The Hell Hound Berserker is the last of my pre-Adepticon Relicblade purchase. He’s a nasty fighter, and comes with an upgrade to strike back while disabled.
As I was getting ready for Adepticon, I realized I didn’t have enough models for the large 150 point Relicblade game I had on my schedule. All I had was the two-player starter I bought last year, plus a Gnome Battlesmith on an Ibex. So with a few weeks to go, I placed an order and hoped it would arrive in time for my to get it painted up. Shipping was super quick, and I managed to stay focused and get it done.
First up in the ranger. I love this guy, although I’m pretty sure it would be hard to shoot the arrow how I glued the pieces together. Oops. I like doubling up on his bow with Quick Shot, and sending in the Sabertooth for a nice bonus to damage.
The Sabertooth is also great.
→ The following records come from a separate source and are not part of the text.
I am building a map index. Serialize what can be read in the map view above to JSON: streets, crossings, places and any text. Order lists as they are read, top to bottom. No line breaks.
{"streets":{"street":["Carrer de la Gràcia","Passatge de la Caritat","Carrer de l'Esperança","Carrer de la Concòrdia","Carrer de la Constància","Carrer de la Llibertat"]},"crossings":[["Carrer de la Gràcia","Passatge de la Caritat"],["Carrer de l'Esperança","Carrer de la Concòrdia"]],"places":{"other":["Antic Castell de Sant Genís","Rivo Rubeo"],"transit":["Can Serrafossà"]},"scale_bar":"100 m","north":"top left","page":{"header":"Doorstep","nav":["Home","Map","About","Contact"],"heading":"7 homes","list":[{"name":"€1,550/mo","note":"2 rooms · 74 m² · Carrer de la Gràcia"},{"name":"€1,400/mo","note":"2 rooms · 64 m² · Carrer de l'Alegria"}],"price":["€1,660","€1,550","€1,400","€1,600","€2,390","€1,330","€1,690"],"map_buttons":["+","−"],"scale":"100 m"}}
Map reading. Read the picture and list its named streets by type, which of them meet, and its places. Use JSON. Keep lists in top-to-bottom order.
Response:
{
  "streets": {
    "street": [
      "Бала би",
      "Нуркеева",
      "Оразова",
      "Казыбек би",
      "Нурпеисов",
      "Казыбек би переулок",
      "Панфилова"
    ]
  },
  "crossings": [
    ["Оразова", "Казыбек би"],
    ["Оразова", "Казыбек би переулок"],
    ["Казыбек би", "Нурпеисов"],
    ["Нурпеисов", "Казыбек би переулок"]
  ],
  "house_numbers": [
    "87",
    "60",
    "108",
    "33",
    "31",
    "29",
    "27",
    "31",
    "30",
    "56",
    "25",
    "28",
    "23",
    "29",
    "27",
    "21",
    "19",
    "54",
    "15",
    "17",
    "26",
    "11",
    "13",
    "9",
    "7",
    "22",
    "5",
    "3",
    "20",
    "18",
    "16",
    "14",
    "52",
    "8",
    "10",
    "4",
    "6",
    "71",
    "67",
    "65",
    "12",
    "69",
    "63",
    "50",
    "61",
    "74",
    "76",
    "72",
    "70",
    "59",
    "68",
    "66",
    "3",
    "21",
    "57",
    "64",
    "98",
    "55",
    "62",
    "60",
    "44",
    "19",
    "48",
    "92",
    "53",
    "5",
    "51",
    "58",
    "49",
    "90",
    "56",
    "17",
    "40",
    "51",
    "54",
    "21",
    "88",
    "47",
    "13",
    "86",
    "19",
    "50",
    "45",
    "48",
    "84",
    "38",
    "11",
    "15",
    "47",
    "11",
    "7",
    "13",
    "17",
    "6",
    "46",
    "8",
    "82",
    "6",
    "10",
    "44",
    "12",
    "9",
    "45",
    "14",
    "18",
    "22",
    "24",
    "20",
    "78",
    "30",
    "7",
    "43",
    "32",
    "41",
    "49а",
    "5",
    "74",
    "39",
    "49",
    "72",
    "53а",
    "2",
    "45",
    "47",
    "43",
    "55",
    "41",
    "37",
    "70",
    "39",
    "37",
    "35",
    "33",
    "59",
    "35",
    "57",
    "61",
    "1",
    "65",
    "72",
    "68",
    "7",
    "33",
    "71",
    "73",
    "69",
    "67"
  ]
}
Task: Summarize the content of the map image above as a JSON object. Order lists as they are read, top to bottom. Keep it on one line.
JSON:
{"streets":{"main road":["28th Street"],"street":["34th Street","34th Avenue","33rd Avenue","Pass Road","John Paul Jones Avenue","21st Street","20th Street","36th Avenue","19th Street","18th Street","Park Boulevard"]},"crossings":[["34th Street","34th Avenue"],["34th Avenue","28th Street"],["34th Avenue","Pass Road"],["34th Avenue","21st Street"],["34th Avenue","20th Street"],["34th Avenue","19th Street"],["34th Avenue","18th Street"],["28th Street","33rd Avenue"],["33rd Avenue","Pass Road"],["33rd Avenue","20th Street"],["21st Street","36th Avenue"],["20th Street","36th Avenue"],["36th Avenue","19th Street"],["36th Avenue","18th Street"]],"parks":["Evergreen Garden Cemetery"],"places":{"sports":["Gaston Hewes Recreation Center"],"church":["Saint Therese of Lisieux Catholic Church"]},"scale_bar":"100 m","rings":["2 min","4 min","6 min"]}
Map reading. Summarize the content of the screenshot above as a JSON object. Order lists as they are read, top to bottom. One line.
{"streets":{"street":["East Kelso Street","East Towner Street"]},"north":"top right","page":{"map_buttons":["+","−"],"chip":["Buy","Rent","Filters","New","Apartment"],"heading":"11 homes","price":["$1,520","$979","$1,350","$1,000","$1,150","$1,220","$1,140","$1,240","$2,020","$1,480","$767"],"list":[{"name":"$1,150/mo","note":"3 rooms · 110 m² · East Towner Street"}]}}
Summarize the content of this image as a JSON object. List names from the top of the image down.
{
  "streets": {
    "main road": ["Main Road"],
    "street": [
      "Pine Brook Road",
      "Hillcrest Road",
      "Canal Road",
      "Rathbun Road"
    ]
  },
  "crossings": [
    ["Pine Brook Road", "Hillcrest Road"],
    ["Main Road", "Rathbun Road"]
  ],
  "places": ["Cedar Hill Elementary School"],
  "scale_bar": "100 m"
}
At a bargain price of 5 points he can tie down a model and improve the Ranger’s shooting. My only problem with him is that as a Nature-only Companion, I need another Nature model if I want to take two. Of my collection, only the Ranger and Wild Elf Druid are Nature, and I don’t find I get great value out of the Druid. Maybe I should buy another Ranger.
The Lone Guard Warrior is actually quite similar to the Ranger, except he’s set up for melee instead of ranged. Each model got a different colored cloak, but share the burgundy red for shirts and other details.
Finally there’s Billman. I have a hard time fitting him into lists. Most of the advocate models are in the 20-25 point range, which means after upgrades you can fit about four per 100 points of list. But Billman’s 10 points. It’s quite awkward to try to fit it in without other cheap models to fill in the gap. The one game I took with him had a lot of wasteful upgrades.
When I first buy into a skirmish game, I almost always pick up one extra model beyond whatever starter, for flavor. In this case, it was the Battlesmith on an Ibex. Who wouldn’t want a gnome on a goat?
The two player starter also included this cool relic marker. Sword! Crown! .. and a jug? Sure, why not?
I first saw Relicblade at Adepticon this year. It quickly caught my attention, and after a few minutes of talking to Sean Sutter, the game designer/visual designer/sculpter/studio model painter it became clear why. The whole things oozes singular authorship. Plus it’s a straightforward fantasy skirmish game, which evoked the days of playing D&D, but as a pure miniatures experience. I bought it without a real demo, just a few minutes explanation of the mechanics.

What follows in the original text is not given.